I have bullied my dear friends into taking swing dancing with me at school. Poor souls.

And I start at the rescue center this week. Which I'm ecstatic about. (For those who don't know, I shall be working at the Lost and Found Center...a place which buys starved and abused horses from meat auctions, gets them healthy, and gets them adopted).

I'll come home every night in tears, but it's probably the best thing I can do. It's the one thing undestructive I'll have in my life...I'll actually be helping, instead of hurting for once.

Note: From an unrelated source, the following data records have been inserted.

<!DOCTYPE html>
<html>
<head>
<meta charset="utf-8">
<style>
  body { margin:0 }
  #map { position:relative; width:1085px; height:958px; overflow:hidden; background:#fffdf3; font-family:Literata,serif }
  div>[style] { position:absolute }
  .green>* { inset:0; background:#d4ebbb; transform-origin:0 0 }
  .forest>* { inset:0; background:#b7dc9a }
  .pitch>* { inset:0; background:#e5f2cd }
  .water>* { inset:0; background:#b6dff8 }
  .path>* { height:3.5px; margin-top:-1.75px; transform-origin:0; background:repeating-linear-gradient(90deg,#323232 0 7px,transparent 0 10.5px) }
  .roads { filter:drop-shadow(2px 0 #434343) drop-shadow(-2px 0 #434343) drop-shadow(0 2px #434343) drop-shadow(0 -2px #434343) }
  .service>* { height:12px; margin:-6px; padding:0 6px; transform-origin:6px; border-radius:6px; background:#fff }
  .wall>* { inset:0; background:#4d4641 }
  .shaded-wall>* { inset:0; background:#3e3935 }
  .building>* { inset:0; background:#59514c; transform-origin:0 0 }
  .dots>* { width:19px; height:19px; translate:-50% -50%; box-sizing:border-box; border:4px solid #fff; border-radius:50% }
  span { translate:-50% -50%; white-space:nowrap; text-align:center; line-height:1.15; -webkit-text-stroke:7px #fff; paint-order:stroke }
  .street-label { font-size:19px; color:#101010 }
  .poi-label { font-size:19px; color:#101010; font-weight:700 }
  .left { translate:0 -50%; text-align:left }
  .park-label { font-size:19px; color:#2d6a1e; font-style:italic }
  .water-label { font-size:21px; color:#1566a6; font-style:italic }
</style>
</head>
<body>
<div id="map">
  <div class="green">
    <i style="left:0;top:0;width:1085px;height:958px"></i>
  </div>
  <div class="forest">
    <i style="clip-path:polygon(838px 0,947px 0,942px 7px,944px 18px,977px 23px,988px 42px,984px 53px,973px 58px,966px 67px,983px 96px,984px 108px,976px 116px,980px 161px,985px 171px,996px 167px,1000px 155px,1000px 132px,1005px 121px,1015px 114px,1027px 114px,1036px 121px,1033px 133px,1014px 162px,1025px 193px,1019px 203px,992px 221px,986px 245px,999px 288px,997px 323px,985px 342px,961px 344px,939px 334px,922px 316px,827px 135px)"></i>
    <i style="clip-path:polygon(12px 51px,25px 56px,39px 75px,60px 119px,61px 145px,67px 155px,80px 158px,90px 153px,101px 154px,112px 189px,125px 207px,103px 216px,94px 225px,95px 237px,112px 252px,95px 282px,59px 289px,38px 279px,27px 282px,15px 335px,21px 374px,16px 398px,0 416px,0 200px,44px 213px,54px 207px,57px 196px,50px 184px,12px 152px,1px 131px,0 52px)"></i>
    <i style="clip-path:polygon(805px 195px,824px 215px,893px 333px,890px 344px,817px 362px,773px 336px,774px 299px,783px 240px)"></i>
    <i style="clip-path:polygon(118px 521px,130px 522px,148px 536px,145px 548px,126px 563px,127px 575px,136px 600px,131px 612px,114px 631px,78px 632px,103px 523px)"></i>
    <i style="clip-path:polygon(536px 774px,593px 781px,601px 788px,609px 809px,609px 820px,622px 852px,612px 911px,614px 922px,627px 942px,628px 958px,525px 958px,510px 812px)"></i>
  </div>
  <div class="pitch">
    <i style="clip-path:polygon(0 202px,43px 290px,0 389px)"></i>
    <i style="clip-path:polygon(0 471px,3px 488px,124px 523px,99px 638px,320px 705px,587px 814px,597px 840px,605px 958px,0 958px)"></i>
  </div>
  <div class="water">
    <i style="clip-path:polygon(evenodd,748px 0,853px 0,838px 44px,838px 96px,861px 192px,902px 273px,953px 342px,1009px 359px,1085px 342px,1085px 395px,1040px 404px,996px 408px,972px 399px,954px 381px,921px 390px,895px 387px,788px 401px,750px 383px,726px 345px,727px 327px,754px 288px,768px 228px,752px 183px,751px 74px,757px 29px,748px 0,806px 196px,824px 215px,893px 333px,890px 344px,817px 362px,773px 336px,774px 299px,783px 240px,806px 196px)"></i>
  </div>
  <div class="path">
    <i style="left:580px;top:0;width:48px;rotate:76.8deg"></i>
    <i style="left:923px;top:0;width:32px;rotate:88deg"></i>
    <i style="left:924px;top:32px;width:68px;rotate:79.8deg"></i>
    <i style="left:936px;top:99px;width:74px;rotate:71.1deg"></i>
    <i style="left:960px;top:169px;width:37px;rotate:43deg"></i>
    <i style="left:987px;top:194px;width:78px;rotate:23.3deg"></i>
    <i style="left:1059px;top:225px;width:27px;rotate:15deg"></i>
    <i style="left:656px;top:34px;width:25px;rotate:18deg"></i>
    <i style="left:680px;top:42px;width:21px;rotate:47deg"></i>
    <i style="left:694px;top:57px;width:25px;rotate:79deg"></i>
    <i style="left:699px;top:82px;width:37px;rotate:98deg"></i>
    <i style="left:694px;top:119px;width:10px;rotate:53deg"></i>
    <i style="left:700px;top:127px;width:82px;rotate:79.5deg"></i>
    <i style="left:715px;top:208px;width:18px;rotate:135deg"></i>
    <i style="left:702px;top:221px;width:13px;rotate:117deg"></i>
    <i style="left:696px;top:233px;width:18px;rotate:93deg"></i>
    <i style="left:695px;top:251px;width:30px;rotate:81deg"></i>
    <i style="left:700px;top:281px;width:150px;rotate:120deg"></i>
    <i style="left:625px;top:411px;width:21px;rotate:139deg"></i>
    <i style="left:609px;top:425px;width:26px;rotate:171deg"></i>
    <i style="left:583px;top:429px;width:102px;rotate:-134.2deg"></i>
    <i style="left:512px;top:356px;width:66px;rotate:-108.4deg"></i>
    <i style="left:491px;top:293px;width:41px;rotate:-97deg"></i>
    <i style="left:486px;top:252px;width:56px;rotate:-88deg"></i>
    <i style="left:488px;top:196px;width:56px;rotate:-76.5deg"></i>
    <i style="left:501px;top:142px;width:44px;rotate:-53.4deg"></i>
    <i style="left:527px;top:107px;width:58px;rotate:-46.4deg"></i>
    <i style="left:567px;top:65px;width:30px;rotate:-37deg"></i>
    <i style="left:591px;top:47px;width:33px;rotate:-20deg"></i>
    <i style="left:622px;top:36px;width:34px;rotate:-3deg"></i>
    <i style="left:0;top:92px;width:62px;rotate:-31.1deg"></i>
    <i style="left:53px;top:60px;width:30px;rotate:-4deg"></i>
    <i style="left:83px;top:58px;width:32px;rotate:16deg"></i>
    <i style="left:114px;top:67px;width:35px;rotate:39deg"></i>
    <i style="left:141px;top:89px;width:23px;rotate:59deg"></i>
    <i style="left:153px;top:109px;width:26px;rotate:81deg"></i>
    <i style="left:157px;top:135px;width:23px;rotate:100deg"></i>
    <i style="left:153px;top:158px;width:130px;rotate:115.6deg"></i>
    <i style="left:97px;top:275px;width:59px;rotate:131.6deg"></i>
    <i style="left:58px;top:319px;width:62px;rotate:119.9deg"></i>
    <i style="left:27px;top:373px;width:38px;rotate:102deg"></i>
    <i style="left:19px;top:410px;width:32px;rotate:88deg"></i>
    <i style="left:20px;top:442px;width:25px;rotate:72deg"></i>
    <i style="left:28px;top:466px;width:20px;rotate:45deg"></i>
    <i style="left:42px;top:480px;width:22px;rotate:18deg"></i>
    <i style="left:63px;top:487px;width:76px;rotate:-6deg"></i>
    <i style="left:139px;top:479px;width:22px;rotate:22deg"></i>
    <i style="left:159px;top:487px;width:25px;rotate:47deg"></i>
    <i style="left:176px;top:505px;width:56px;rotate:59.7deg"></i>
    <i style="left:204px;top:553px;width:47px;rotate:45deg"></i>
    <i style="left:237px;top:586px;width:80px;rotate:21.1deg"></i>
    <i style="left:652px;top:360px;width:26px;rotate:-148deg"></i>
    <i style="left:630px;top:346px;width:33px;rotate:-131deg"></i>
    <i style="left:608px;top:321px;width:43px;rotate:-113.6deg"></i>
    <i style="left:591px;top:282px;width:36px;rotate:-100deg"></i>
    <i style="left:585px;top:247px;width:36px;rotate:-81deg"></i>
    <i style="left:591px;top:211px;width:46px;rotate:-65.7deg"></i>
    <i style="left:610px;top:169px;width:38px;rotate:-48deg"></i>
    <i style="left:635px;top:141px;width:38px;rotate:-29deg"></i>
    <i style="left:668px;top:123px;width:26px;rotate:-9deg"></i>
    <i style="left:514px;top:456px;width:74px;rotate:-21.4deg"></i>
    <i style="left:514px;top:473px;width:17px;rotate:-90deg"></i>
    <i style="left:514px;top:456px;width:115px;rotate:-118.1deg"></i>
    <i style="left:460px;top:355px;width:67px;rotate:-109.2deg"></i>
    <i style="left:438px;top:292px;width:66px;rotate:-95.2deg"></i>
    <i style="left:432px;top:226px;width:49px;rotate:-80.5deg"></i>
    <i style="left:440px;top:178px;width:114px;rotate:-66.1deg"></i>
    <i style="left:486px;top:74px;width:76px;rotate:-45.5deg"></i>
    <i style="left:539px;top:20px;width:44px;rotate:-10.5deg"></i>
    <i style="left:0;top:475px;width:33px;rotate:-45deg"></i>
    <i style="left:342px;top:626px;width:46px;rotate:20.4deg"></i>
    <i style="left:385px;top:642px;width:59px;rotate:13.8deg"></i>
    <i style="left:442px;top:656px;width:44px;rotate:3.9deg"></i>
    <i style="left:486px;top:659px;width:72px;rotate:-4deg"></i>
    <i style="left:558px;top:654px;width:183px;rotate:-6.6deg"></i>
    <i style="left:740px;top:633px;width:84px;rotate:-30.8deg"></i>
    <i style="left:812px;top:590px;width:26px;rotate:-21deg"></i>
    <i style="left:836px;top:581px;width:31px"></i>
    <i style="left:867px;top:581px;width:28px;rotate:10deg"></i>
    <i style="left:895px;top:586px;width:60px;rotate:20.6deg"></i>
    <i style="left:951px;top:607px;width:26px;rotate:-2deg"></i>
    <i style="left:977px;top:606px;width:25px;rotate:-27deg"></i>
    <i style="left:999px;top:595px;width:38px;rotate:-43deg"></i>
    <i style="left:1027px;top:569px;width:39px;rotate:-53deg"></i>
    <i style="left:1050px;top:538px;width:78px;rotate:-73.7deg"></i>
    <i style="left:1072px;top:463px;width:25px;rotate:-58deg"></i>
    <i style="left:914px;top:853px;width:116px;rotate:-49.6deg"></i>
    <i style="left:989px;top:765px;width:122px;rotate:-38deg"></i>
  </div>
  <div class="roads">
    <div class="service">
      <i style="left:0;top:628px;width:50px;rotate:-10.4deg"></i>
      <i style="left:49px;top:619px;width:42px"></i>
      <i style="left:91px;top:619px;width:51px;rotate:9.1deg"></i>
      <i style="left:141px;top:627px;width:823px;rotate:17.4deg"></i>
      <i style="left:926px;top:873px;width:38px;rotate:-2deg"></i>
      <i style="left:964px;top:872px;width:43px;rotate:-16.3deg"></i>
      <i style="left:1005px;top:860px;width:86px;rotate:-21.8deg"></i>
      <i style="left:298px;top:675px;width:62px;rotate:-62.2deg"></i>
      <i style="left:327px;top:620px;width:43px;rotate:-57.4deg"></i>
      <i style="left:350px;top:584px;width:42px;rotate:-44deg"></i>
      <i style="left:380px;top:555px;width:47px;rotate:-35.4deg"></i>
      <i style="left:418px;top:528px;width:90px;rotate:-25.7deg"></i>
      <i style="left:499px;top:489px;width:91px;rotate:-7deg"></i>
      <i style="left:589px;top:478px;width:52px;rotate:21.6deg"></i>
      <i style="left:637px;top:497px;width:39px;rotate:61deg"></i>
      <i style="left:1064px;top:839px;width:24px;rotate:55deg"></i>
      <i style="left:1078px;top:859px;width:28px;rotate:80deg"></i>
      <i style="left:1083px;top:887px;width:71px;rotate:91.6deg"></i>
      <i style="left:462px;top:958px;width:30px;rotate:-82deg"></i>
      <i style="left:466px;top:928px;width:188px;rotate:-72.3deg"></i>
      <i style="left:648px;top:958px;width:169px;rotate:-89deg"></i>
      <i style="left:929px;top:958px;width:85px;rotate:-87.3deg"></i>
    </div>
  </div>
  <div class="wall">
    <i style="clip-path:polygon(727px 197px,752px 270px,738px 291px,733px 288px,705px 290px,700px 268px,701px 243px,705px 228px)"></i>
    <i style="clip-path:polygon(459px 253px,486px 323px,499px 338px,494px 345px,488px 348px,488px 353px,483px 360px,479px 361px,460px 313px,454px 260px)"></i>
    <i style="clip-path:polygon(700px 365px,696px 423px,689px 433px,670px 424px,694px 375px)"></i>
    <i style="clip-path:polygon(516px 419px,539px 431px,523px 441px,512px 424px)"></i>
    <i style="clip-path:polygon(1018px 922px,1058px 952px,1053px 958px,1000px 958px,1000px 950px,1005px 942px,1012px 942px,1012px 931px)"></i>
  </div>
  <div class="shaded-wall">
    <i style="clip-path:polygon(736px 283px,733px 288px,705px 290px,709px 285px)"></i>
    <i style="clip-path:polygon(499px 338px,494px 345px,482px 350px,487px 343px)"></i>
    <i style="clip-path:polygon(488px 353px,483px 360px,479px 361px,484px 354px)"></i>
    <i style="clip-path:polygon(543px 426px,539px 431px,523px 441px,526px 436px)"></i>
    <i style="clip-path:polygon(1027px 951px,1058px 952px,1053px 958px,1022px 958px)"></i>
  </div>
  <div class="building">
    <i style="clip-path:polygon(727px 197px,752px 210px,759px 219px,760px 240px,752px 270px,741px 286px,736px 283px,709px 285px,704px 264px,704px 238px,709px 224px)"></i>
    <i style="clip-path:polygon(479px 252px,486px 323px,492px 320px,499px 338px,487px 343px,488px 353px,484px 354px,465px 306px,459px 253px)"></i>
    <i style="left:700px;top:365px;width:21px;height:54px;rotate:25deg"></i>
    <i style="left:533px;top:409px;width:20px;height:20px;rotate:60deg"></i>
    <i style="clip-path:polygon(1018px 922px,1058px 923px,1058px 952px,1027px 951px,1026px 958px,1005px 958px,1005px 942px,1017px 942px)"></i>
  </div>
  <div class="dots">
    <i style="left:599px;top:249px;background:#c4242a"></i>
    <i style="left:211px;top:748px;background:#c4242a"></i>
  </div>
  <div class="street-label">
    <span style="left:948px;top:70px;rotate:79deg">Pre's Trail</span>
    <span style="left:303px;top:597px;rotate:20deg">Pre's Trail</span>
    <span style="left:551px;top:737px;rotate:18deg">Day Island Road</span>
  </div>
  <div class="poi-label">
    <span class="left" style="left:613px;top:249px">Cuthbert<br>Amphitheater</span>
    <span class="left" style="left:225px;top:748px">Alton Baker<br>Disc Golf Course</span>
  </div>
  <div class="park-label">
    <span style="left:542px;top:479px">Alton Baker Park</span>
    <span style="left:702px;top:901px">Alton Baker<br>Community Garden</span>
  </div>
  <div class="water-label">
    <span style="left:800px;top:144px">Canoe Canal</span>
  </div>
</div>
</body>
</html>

I'm good with horses. I have soft hands and i'm stupid, so I'm not scared off by a drugged horse trying to kill me. Like an idiot I'll stand there and hold him until he tires himself out from trying to break my neck. They like me. I guess they know I love them.

And they're good for me. Dr. Berchick called today. And I told him I was beyond his help, that I need to find my own peace.

I have it when I'm at the rescue center. I just need to get it to move over to other parts of my life.

So a warning. If you're squeamish about hurt animals, especially starved ones, or ones with evidence of being beaten, be wary of links on my journal. I'll be posting pictures to chronicle my experiences, and to try and make sense of why it breaks my heart so. I'll put them behind an LJ cut but just so you're aware, some of these horeses are very bad off. If you can't stand to see that, dont click on them. I'm not exaggerating how bad they are; You won't sleep for a week.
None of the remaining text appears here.